What I Learned Today: How to run CF7, CF8, and CF9 at the same time
What I Learned Today , ColdFusion , Web Development Add commentsThis is the first post in a series I will call "What I Learned Today". While this post focuses on tech, expect this series to contain lessons learned from all parts of my life.
With my recent issues regarding getting CF8 installed, I decided to learn how to run CF in a multi-server mode using JRun4 to manage it. The goal for me was to have CF7 and CF8 running on my Macbook concurrently and natively. The reason for this is that the production environment for my day job is CF7 (Unix)/SQL Server (Windows) environment. I work full-time from home, and have a local development environment here so I do not need to work over Citrix remote access all day and be bogged down by the oft-times slow netowrk there. Therefore, I need to mimic that environment so I can code with the rest of my team and keep the same environment variables. Up until now, the way I did it was to rely heavily on VMware Fusion and have two separate virtual machines running at the same time, since I never could get CF7 to install and run correctly natively on OS X. This was a huge memory hog, and often I would be pushing my 4GB of memory to the limit. Knocking out one of the VM's would help me greatly.
Through the aid of the House of Fusion folks, I came across a blog post that described how one person used multi-server mode to do exactly this. I combined the knowledge there with this page from Adobe on how to deploy CF9 as an EAR file, and I had my solution. Using Apache for my web server (I use MAMP Pro for super easy creation of multiple virtual hosts) I will have different CF servers running for different virtual domains.
So, here is how I did it all. I won't steal from the blog posts I reference, I will note where I got the steps from though. These directions assume you are using OS X, modify as needed for Windows or Unix.
- Uninstall all CF server instances from OS X.
- Reboot (force of habit, might not be needed but better to be safe).
- Choose which version will be your most often used version of CF. For me it is CF8. This drives the rest of my instructions, change yours accordingly.
- Install CF8 as a multi-server installation.

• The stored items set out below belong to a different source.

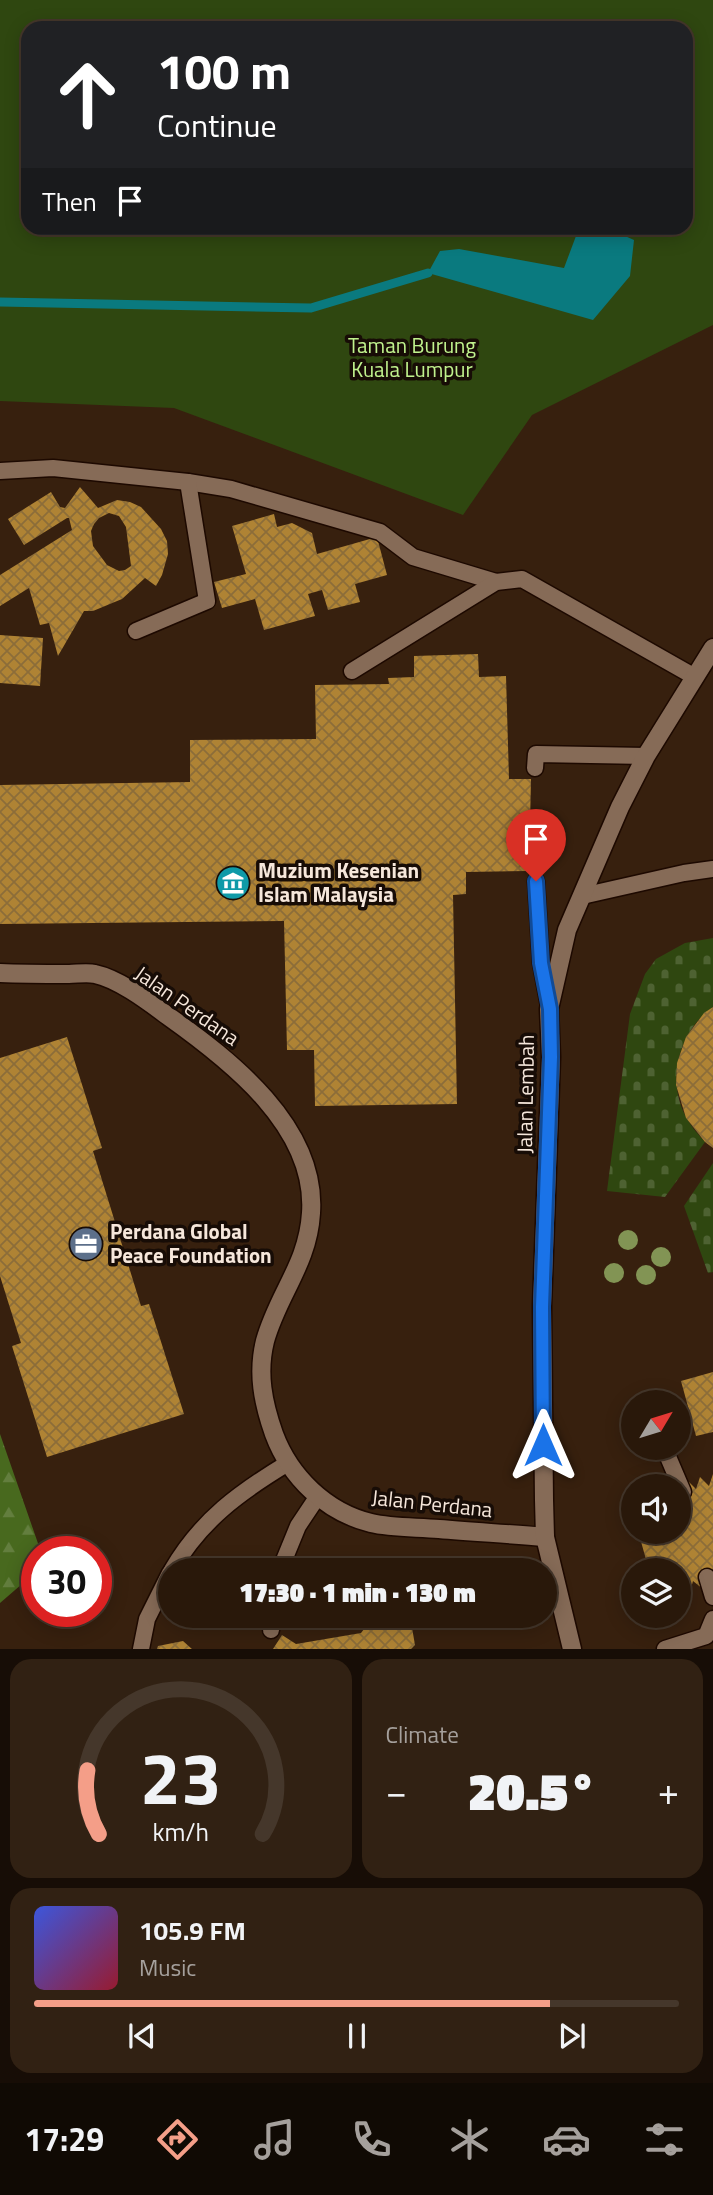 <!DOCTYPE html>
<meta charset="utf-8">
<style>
:root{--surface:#29180a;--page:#312113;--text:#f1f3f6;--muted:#a5a09c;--line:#45372b;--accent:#f49e88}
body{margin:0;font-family:"Titillium Web",sans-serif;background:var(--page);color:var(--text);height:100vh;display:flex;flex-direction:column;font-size:26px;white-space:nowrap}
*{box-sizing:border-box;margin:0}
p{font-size:23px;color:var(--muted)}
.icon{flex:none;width:38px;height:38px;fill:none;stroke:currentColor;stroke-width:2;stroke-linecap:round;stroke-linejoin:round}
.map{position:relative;height:1649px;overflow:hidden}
.side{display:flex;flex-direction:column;gap:10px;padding:10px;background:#170d06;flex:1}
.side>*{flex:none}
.guide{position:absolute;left:21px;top:21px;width:672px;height:214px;border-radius:21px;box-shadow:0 4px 18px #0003,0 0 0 2px var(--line);background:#202124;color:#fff;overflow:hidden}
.needle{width:46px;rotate:52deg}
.fabs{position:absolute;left:621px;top:1390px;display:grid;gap:14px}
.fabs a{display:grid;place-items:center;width:70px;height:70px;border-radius:50%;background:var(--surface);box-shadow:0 4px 18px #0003,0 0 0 2px var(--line);font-size:35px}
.speed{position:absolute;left:21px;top:1536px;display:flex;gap:14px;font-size:35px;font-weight:700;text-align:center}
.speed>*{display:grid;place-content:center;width:91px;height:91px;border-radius:50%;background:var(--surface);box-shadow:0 4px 18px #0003,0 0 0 2px var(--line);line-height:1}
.speed .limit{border:10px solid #d22;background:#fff;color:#111}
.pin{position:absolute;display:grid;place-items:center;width:60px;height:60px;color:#fff;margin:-72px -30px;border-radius:50% 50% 50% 0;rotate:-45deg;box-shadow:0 0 7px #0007}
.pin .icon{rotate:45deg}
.me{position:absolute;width:77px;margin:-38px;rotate:0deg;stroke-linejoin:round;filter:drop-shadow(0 0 5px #0008)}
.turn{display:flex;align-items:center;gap:24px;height:147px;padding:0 21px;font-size:32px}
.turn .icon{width:91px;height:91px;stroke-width:2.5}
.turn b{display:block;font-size:49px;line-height:60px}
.then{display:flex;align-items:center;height:66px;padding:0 21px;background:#0003;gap:14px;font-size:26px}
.big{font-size:52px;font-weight:800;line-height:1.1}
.side .tile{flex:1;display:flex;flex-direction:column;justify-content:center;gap:10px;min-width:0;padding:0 24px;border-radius:21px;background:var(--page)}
.side .dial{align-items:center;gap:0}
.dial svg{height:182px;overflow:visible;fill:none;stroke:var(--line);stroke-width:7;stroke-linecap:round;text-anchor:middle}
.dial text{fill:var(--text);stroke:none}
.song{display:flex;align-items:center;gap:21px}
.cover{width:84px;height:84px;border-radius:10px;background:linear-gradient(135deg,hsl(230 70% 55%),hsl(350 70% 35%))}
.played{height:7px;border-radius:4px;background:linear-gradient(90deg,var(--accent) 80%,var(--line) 80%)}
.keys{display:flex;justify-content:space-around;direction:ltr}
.heat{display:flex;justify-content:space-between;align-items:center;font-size:38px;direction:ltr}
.side .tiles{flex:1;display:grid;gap:10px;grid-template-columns:1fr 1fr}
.tile:last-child{grid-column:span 2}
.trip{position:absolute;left:158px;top:1558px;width:399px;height:70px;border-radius:35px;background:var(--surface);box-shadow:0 4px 18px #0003,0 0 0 2px var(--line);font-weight:800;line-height:70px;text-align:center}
.tabs{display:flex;height:112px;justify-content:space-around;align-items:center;background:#100a04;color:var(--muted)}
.tabs .icon{width:49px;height:49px}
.tabs .active{color:var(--accent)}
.tabs b{font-size:32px;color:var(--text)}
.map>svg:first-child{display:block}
</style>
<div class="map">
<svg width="713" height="1649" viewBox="0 0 713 1649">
<defs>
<pattern id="forest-firs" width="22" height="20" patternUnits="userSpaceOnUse" patternTransform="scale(1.75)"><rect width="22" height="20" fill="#48691e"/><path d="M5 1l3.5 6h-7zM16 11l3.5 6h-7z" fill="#637e3e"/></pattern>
<pattern id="cemetery-stones" width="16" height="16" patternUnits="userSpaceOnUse" patternTransform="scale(1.75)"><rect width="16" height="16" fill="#2f4710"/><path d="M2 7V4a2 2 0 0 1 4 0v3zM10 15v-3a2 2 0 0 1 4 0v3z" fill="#4e6232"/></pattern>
<pattern id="building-cross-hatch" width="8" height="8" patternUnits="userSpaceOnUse" patternTransform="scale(1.75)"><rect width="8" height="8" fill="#af8334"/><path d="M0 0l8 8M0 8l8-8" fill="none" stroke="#8c6d39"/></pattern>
</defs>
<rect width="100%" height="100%" fill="#37200e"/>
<path fill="url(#forest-firs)" d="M0 1434 41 1552H37V1571L0 1603Z"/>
<g fill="url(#cemetery-stones)">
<path d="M713 938V1007C678 1031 665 1084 688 1120 692 1128 699 1135 705 1142L665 1197 607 1191 630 1014 645 974 656 959 685 943Z"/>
<path d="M713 1163V1272L708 1273 684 1206Z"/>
</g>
<path fill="#2f4710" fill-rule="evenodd" d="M0 0H713V325L532 415 463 515 174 408 0 401ZM28 28H686V228H28Z"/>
<path fill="#0a7a7f" d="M579 228H607L634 240 630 276 593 320 428 273 440 251 459 249 564 268Z"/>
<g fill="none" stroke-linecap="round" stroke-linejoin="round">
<path stroke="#0a7a7f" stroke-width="9" d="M0 302 311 308 428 273"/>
</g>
<g fill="url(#building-cross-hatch)" fill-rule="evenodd">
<path d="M80 487 98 508 117 500 130 502 141 507 161 529 167 541 168 554 162 575 156 586 145 578 122 599 93 611H84L58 656 49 623 40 625 29 588 0 606V575L72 530 69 518H67L24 545 8 519 51 492 60 507 65 508ZM109 513 119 516 126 527 131 566 125 570 119 571 107 565 93 546 91 531 94 524 99 518Z"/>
<path d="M274 514 277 527 292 523 312 533 317 554 377 537 387 575 355 584 360 602 328 610 322 590 308 594 315 616 264 630 255 599 222 608 214 582 246 574 232 526Z"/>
<path d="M0 635 43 638 40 686 0 683Z"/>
<path d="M478 654 479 677 506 676 509 779H531L529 871 466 872V894L453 895 457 1104 315 1106 314 1050H287L284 921 0 924V785L190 782V740L316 739 315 685 389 684 388 678 414 677V656Z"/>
<path d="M713 1007V1148L705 1142 686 1118 676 1085 677 1063 686 1037 704 1013Z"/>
<path d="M67 1037 102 1148 93 1151 141 1306 149 1304 184 1414 47 1457 12 1346 21 1343 0 1276V1058Z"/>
<path d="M713 1372V1432L696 1436 681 1381Z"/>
<path d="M713 1474V1583L703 1589 693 1581 690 1592 679 1583V1570H649L638 1531H679V1488L683 1492 687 1480 696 1489 700 1477 709 1486Z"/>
<path d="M375 1615H403L411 1622 415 1645 411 1649H273L282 1635 296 1644 361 1633Z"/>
<path d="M183 1641 192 1649H157L158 1646Z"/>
</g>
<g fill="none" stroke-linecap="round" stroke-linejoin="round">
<g stroke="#1d0900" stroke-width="19">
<g id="lane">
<path d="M0 471 53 468 188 482 231 489 380 532 413 557 496 582"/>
<path d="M136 631 207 601 188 482"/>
<path d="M352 671 496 582 522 579 695 677"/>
<path d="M535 768 536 754 646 756"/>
<path d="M536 881 541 963 549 1006"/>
<path d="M582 896 684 873 713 869"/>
<path d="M666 1452 683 1492"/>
<path d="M172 1570C201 1520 240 1492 288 1463"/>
<path d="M280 1570 298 1526 318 1496"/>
<path d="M707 1577 713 1597"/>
<path d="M271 1630 272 1615"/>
<path d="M141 1649 147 1619 170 1573"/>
<path d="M665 1649 706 1636 713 1619"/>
</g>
</g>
<g stroke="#1d0900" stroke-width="21">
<g id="street">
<path d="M0 973C23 974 46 974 69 974 77 974 87 972 95 974 119 979 149 1002 168 1016 230 1060 317 1127 311 1213 308 1264 278 1294 265 1341 257 1373 263 1403 274 1434 290 1477 326 1512 371 1523 392 1528 417 1527 439 1529 475 1532 510 1534 545 1537"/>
<path d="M572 1649 545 1537 544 1500 542 1306 551 1057 549 1009 567 930 620 807 646 756 713 648"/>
</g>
</g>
<use href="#lane" stroke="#866b57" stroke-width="16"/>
<use href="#street" stroke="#866b57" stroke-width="18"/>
</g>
<g fill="#829454">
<circle cx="628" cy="1240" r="10"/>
<circle cx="661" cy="1257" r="10"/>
<circle cx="614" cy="1273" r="10"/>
<circle cx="646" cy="1275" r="10"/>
</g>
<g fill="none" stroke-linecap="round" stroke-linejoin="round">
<g stroke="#114b97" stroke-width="18">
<path id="route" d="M536 881 541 963 550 1009 551 1057 542 1307 543 1445"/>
</g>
<use href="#route" stroke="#1a73e8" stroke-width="12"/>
</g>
<defs>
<g id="museum-disc" transform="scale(1.75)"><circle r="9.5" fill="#0f9aa8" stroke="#170c06"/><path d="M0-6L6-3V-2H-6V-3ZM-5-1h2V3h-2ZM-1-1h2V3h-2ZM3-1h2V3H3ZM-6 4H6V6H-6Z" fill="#fff"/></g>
<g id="office-disc" transform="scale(1.75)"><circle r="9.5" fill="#5c6f8a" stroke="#170c06"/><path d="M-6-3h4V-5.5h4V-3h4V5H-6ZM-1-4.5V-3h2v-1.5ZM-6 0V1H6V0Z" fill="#fff"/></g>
</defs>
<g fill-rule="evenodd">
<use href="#museum-disc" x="233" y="883"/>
<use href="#office-disc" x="86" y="1244"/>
</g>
<g text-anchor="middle" stroke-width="7" stroke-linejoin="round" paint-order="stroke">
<g font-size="21" fill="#c0f28d" stroke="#170c06">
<text x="412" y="353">Taman Burung<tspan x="412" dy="24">Kuala Lumpur</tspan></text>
</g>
<g font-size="21" font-weight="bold" fill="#f6e7db" stroke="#170c06" text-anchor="start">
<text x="258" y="878">Muzium Kesenian<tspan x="258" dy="24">Islam Malaysia</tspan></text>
<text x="110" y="1239">Perdana Global<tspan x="110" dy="24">Peace Foundation</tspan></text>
</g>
<g font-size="21" fill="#f6e7db" stroke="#170c06">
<text transform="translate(187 1006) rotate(35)" y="7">Jalan Perdana</text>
<text transform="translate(526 1094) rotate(-89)" y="7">Jalan Lembah</text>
<text transform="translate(432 1504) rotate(6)" y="7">Jalan Perdana</text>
</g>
</g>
</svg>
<div class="fabs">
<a><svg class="needle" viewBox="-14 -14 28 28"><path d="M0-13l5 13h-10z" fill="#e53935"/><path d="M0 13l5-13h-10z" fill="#a5a09c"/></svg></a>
<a><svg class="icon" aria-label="sound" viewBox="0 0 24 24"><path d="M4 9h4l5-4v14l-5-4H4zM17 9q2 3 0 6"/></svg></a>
<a><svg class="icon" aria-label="layers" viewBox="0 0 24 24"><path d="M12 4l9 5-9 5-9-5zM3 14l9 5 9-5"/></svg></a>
</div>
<div class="speed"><div class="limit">30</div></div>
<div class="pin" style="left:536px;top:881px;background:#d93025"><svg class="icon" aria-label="arrive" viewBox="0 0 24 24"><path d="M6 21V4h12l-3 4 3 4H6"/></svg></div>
<svg class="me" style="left:543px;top:1445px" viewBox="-20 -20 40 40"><path d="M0-17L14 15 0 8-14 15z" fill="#1a73e8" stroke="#fff" stroke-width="4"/></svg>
<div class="trip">17:30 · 1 min · 130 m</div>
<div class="guide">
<div class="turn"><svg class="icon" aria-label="ahead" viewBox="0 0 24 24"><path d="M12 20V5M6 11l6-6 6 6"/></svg><div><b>100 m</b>Continue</div></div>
<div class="then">Then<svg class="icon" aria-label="arrive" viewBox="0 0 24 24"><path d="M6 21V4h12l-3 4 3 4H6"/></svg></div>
</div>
</div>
<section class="side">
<div class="tiles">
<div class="tile dial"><svg viewBox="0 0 100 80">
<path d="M14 69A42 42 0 1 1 86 69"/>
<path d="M14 69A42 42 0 0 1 9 41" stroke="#f49e88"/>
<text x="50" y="56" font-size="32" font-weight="700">23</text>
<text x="50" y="72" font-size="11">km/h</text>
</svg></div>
<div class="tile"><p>Climate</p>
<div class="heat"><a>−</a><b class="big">20.5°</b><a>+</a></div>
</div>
<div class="tile">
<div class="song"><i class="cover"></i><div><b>105.9 FM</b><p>Music</p></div></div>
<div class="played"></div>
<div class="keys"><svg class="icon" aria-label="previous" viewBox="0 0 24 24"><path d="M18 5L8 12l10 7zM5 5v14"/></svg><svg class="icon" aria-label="pause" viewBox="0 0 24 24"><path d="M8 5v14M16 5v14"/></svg><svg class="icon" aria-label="next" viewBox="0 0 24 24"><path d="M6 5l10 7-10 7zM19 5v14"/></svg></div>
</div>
</div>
</section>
<nav class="tabs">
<b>17:29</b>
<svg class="icon active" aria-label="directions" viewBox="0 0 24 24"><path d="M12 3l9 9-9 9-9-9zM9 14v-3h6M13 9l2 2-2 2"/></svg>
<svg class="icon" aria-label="music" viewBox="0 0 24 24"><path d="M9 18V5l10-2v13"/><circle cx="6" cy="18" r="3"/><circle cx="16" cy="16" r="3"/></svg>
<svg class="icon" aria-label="phone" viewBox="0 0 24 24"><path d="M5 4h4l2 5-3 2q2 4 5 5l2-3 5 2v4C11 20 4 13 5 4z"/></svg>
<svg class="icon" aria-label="climate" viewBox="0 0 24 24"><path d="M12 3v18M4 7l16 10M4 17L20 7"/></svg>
<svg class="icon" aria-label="car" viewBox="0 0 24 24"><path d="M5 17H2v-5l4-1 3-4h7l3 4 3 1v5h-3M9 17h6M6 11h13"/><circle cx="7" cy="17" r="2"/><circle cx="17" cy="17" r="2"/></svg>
<svg class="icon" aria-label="filters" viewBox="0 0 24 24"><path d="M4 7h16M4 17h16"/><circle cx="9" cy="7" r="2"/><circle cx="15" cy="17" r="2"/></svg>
</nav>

This will install JRun4 as well. *
- Run the ColdFusionLauncher application from the /Applications/JRun4 directory.
- Start the admin server and CF8 server (if not running).
- Open Terminal, and connect to the JRun web server configuration tool with the following command
[code]java -jar /Applications/JRun4/lib/wsconfig.jar[/code] - Connect to your Apache server of choice.
- Select the CF8 server from the JRun server list.
- Enter the directory containing your httpd.conf file in the configuration directory field.
- Check the configure web server for coldfusion applications check box.
- Click on the Advanced button
- Ignore the top three check boxes
- Enter the location of the httpd binary in the server binary field.
- Enter the location of the apachectl binary in the server control script field.
- Click OK to close the window.
- Click OK to commit the settings.
- Make sure Apache and the CF8 server are running, then run the CF8 administrator setup at http://localhost/CFIDE/administrator/. If this runs correctly, you have CF8 and JRun installed properly!
The next steps are to be done for each other version of CF you want to have running.
- Run the installer for CF, choose the create the J2EE files. Choose EAR for file version. I changed the "cfusion" value in the context root option in the installer to "/".
- Find the location of the cfusion.ear file the installer created.
- Go to your /Applications/JRun4/servers directory in finder. Create a new subdirectory called "cf[enter your version number here]".
- Go to the JRun admin console web page (http://localhost:8000/) and create a new server named the same as the new directory name.
- Delete the default-ear directory from the new directory.
- Copy the cfusion.ear file to that new directory.
- Expand the EAR file according to the steps in the Adobe page I referenced.
- Go back to the JRun admin console, and choose the CF server.
- Start the server in JRun, it should do initial setup for you.
- To hook into Apache, make sure that the ProxyService is running. By default it is not. It is found under Services/Active Web Servers. Kee the JRun web server running, you need it for CF administrator access.
- Use the blog post I referenced to hook this CF server directly to the virtual hosts in Apache that you want to use it.
- Connect to the CF administrator using the JRun web server and port it defined for you. This will allow CF to finish it's initial set up.
- Configure CF, and away you go!
Nov 17, 2009 at 11:53 AM Update to this. I decided to nuke the CF8 install (it installed the CFIDE directory in my localhost like a standalone install would, didn't want that), and recreated it as a straight J2EE installation. Now I have them all neatly under the Applications/JRun4/servers directory. Not overly necessary I know, but I like to keep things organized.